**YOUR OBJECTIVE:** From the first line to the last, write out the records exactly, leaving out images.

**SUPPLIED INFORMATION:**
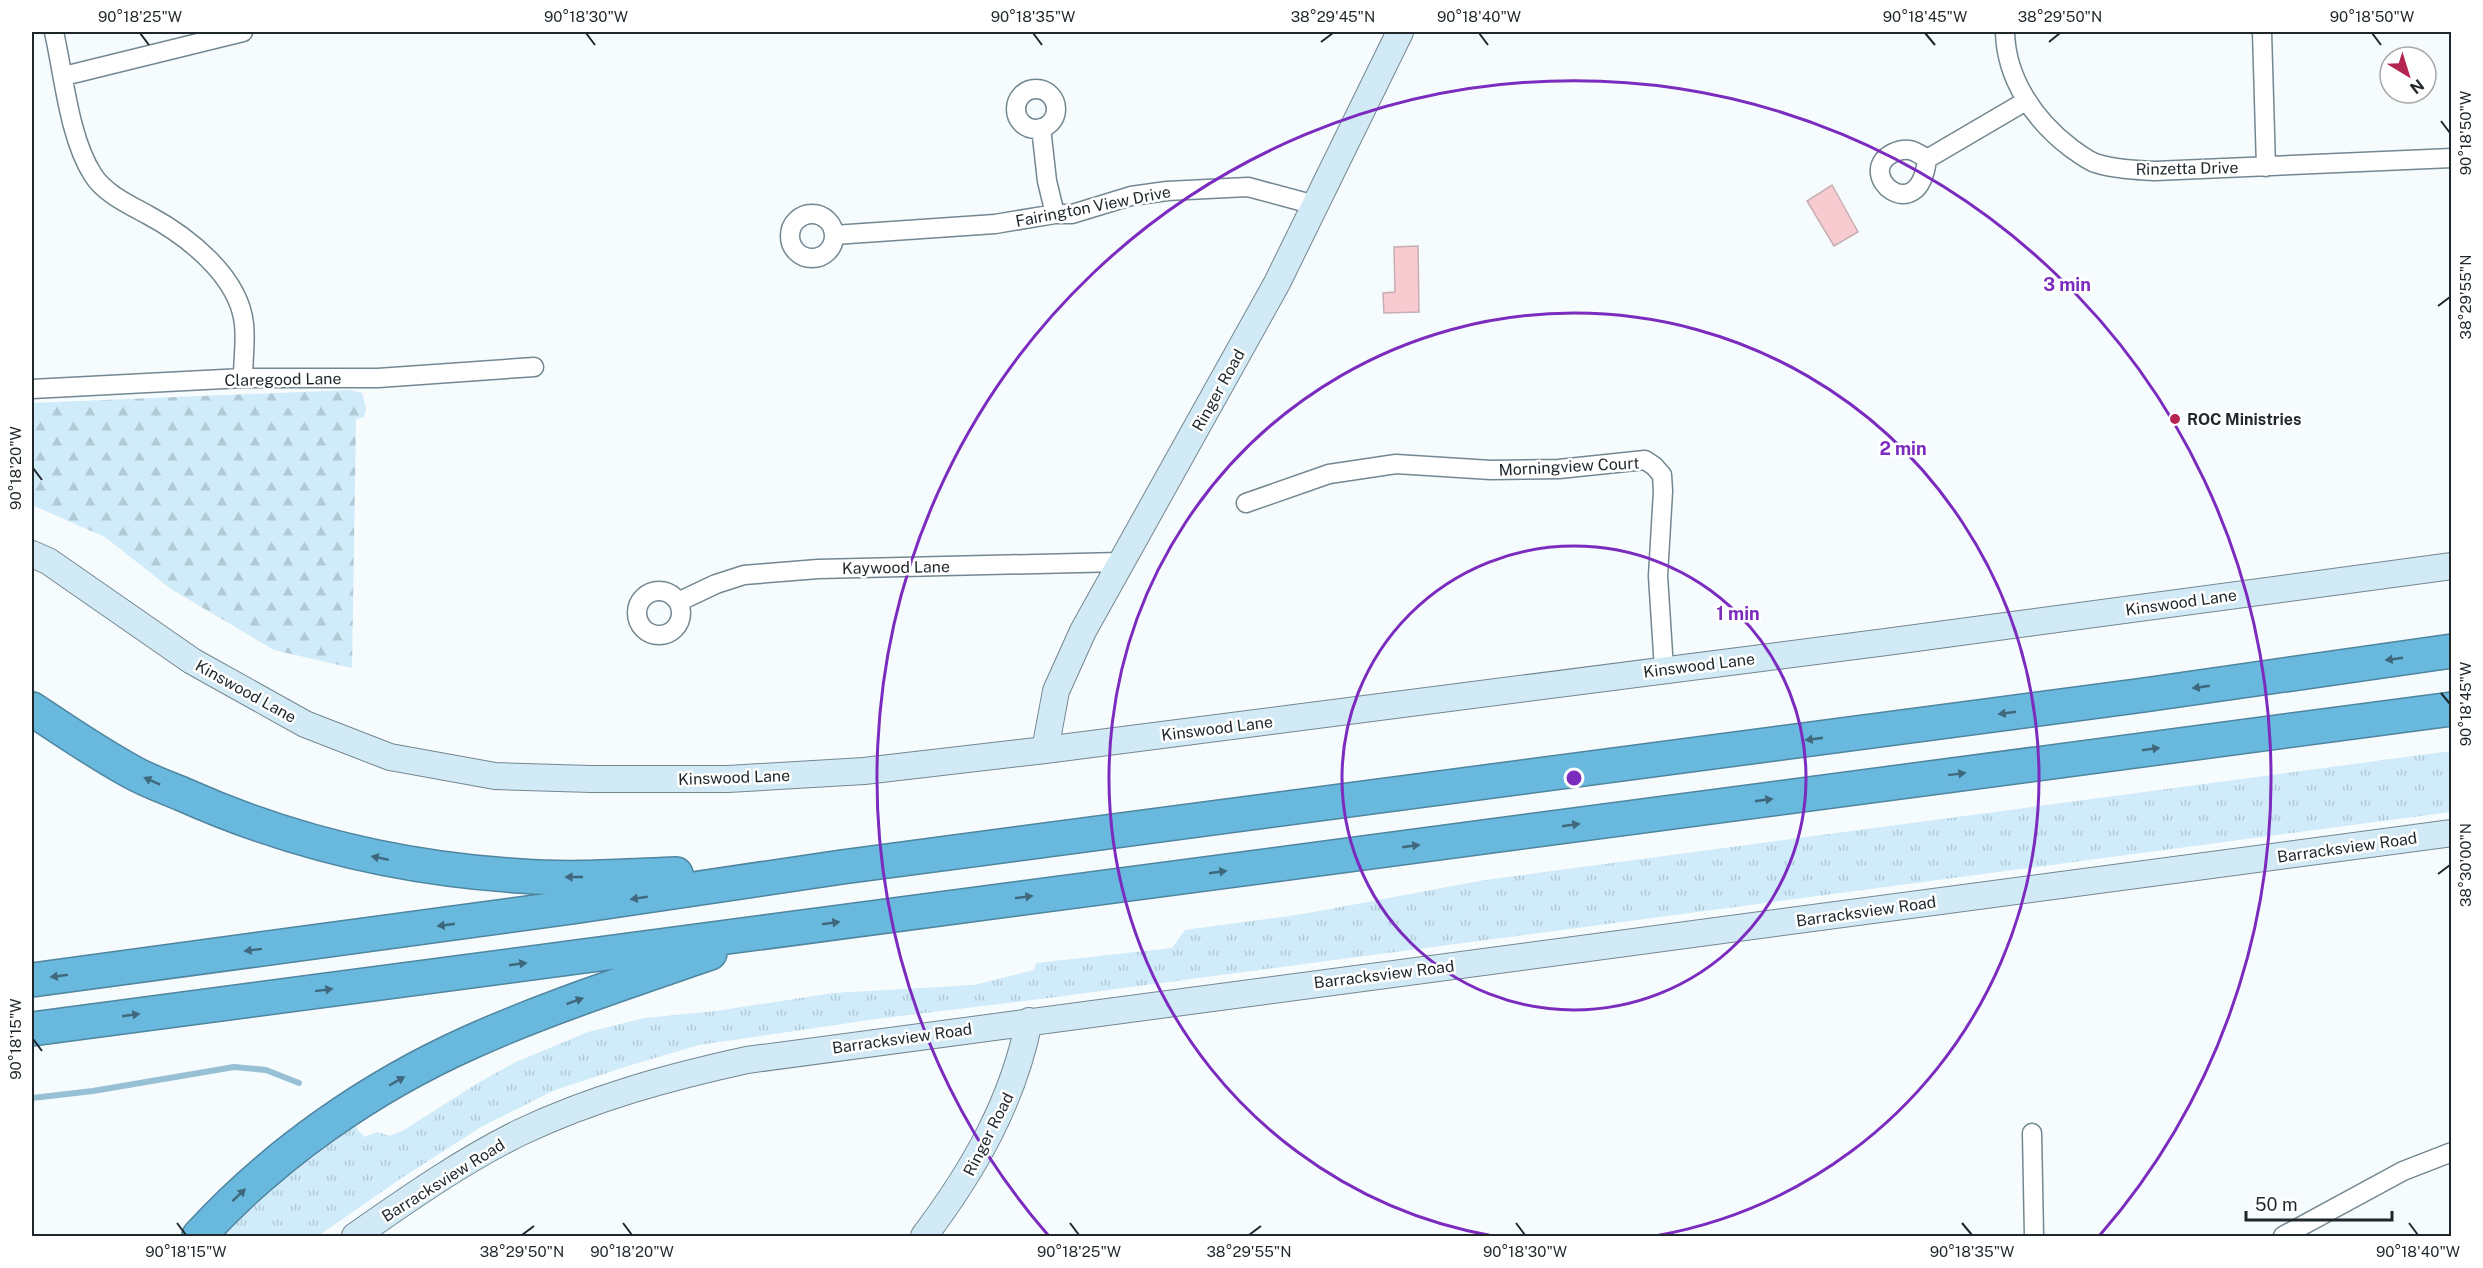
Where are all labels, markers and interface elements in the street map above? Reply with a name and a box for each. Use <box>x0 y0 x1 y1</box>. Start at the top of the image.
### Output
text: 90°18'25"W <box>98 8 182 25</box>
text: 90°18'30"W <box>544 8 628 25</box>
text: 90°18'35"W <box>991 8 1075 25</box>
text: 38°29'45"N <box>1291 8 1375 25</box>
text: 90°18'40"W <box>1437 8 1521 25</box>
text: 90°18'45"W <box>1883 8 1967 25</box>
text: 38°29'50"N <box>2018 8 2102 25</box>
text: 90°18'50"W <box>2330 8 2414 25</box>
north arrow <box>2378 45 2438 105</box>
text: N <box>2406 75 2428 98</box>
text: 90°18'50"W <box>2457 91 2474 175</box>
street label: Rinzetta Drive <box>2135 158 2239 179</box>
street label: Fairington View Drive <box>1014 182 1172 231</box>
text: 38°29'55"N <box>2457 255 2474 339</box>
text: 3 min <box>2043 274 2091 295</box>
street label: Ringer Road <box>1188 346 1249 435</box>
street label: Claregood Lane <box>224 369 342 390</box>
place label: ROC Ministries <box>2187 410 2301 429</box>
marker: ROC Ministries <box>2168 412 2182 426</box>
text: 90°18'20"W <box>7 426 24 510</box>
text: 2 min <box>1879 438 1927 459</box>
street label: Morningview Court <box>1498 453 1640 480</box>
street label: Kaywood Lane <box>842 557 950 578</box>
street label: Kinswood Lane <box>2124 585 2238 620</box>
text: 1 min <box>1716 603 1760 624</box>
street label: Kinswood Lane <box>1642 649 1756 682</box>
one-way arrow <box>2384 655 2403 664</box>
street label: Kinswood Lane <box>192 656 299 727</box>
text: 90°18'45"W <box>2457 662 2474 746</box>
one-way arrow <box>2191 683 2210 692</box>
one-way arrow <box>1998 709 2017 718</box>
street label: Kinswood Lane <box>1160 712 1274 745</box>
one-way arrow <box>1804 734 1823 743</box>
one-way arrow <box>2141 744 2160 753</box>
street label: Kinswood Lane <box>678 766 790 789</box>
centre of rings <box>1564 768 1584 788</box>
one-way arrow <box>1948 769 1967 779</box>
one-way arrow <box>142 776 160 786</box>
one-way arrow <box>1755 795 1774 804</box>
one-way arrow <box>1561 820 1580 829</box>
text: 38°30'00"N <box>2457 823 2474 907</box>
street label: Barracksview Road <box>2276 828 2418 867</box>
one-way arrow <box>1402 842 1421 851</box>
one-way arrow <box>371 853 390 862</box>
one-way arrow <box>1208 867 1227 877</box>
one-way arrow <box>565 872 584 882</box>
street label: Barracksview Road <box>1795 892 1937 931</box>
one-way arrow <box>630 893 649 902</box>
one-way arrow <box>1015 893 1034 902</box>
one-way arrow <box>822 918 841 927</box>
one-way arrow <box>436 920 455 929</box>
one-way arrow <box>243 946 262 955</box>
street label: Barracksview Road <box>1313 956 1455 993</box>
one-way arrow <box>508 960 527 969</box>
one-way arrow <box>50 972 69 981</box>
one-way arrow <box>315 985 334 994</box>
one-way arrow <box>566 996 584 1006</box>
text: 90°18'15"W <box>7 998 24 1080</box>
one-way arrow <box>122 1011 141 1020</box>
street label: Barracksview Road <box>831 1019 973 1058</box>
one-way arrow <box>389 1075 405 1086</box>
street label: Ringer Road <box>959 1089 1018 1179</box>
street label: Barracksview Road <box>378 1135 508 1226</box>
scale bar <box>2246 1184 2392 1222</box>
one-way arrow <box>232 1188 247 1202</box>
text: 50 m <box>2255 1194 2298 1215</box>
text: 90°18'15"W <box>145 1243 227 1260</box>
text: 38°29'50"N <box>480 1243 564 1260</box>
text: 90°18'20"W <box>590 1243 674 1260</box>
text: 90°18'25"W <box>1037 1243 1121 1260</box>
text: 38°29'55"N <box>1207 1243 1291 1260</box>
text: 90°18'30"W <box>1483 1243 1567 1260</box>
text: 90°18'35"W <box>1930 1243 2014 1260</box>
text: 90°18'40"W <box>2376 1243 2460 1260</box>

**ANSWER:**
Where are all labels, markers and interface elements in the street map above? Reply with a name and a box for each. Use <box>x0 y0 x1 y1</box>. Start at the top of the image.
### Output
text: 90°18'25"W <box>98 8 182 25</box>
text: 90°18'30"W <box>544 8 628 25</box>
text: 90°18'35"W <box>991 8 1075 25</box>
text: 38°29'45"N <box>1291 8 1375 25</box>
text: 90°18'40"W <box>1437 8 1521 25</box>
text: 90°18'45"W <box>1883 8 1967 25</box>
text: 38°29'50"N <box>2018 8 2102 25</box>
text: 90°18'50"W <box>2330 8 2414 25</box>
north arrow <box>2378 45 2438 105</box>
text: N <box>2406 75 2428 98</box>
text: 90°18'50"W <box>2457 91 2474 175</box>
street label: Rinzetta Drive <box>2135 158 2239 179</box>
street label: Fairington View Drive <box>1014 182 1172 231</box>
text: 38°29'55"N <box>2457 255 2474 339</box>
text: 3 min <box>2043 274 2091 295</box>
street label: Ringer Road <box>1188 346 1249 435</box>
street label: Claregood Lane <box>224 369 342 390</box>
place label: ROC Ministries <box>2187 410 2301 429</box>
marker: ROC Ministries <box>2168 412 2182 426</box>
text: 90°18'20"W <box>7 426 24 510</box>
text: 2 min <box>1879 438 1927 459</box>
street label: Morningview Court <box>1498 453 1640 480</box>
street label: Kaywood Lane <box>842 557 950 578</box>
street label: Kinswood Lane <box>2124 585 2238 620</box>
text: 1 min <box>1716 603 1760 624</box>
street label: Kinswood Lane <box>1642 649 1756 682</box>
one-way arrow <box>2384 655 2403 664</box>
street label: Kinswood Lane <box>192 656 299 727</box>
text: 90°18'45"W <box>2457 662 2474 746</box>
one-way arrow <box>2191 683 2210 692</box>
one-way arrow <box>1998 709 2017 718</box>
street label: Kinswood Lane <box>1160 712 1274 745</box>
one-way arrow <box>1804 734 1823 743</box>
one-way arrow <box>2141 744 2160 753</box>
street label: Kinswood Lane <box>678 766 790 789</box>
centre of rings <box>1564 768 1584 788</box>
one-way arrow <box>1948 769 1967 779</box>
one-way arrow <box>142 776 160 786</box>
one-way arrow <box>1755 795 1774 804</box>
one-way arrow <box>1561 820 1580 829</box>
text: 38°30'00"N <box>2457 823 2474 907</box>
street label: Barracksview Road <box>2276 828 2418 867</box>
one-way arrow <box>1402 842 1421 851</box>
one-way arrow <box>371 853 390 862</box>
one-way arrow <box>1208 867 1227 877</box>
one-way arrow <box>565 872 584 882</box>
street label: Barracksview Road <box>1795 892 1937 931</box>
one-way arrow <box>630 893 649 902</box>
one-way arrow <box>1015 893 1034 902</box>
one-way arrow <box>822 918 841 927</box>
one-way arrow <box>436 920 455 929</box>
one-way arrow <box>243 946 262 955</box>
street label: Barracksview Road <box>1313 956 1455 993</box>
one-way arrow <box>508 960 527 969</box>
one-way arrow <box>50 972 69 981</box>
one-way arrow <box>315 985 334 994</box>
one-way arrow <box>566 996 584 1006</box>
text: 90°18'15"W <box>7 998 24 1080</box>
one-way arrow <box>122 1011 141 1020</box>
street label: Barracksview Road <box>831 1019 973 1058</box>
one-way arrow <box>389 1075 405 1086</box>
street label: Ringer Road <box>959 1089 1018 1179</box>
street label: Barracksview Road <box>378 1135 508 1226</box>
scale bar <box>2246 1184 2392 1222</box>
one-way arrow <box>232 1188 247 1202</box>
text: 50 m <box>2255 1194 2298 1215</box>
text: 90°18'15"W <box>145 1243 227 1260</box>
text: 38°29'50"N <box>480 1243 564 1260</box>
text: 90°18'20"W <box>590 1243 674 1260</box>
text: 90°18'25"W <box>1037 1243 1121 1260</box>
text: 38°29'55"N <box>1207 1243 1291 1260</box>
text: 90°18'30"W <box>1483 1243 1567 1260</box>
text: 90°18'35"W <box>1930 1243 2014 1260</box>
text: 90°18'40"W <box>2376 1243 2460 1260</box>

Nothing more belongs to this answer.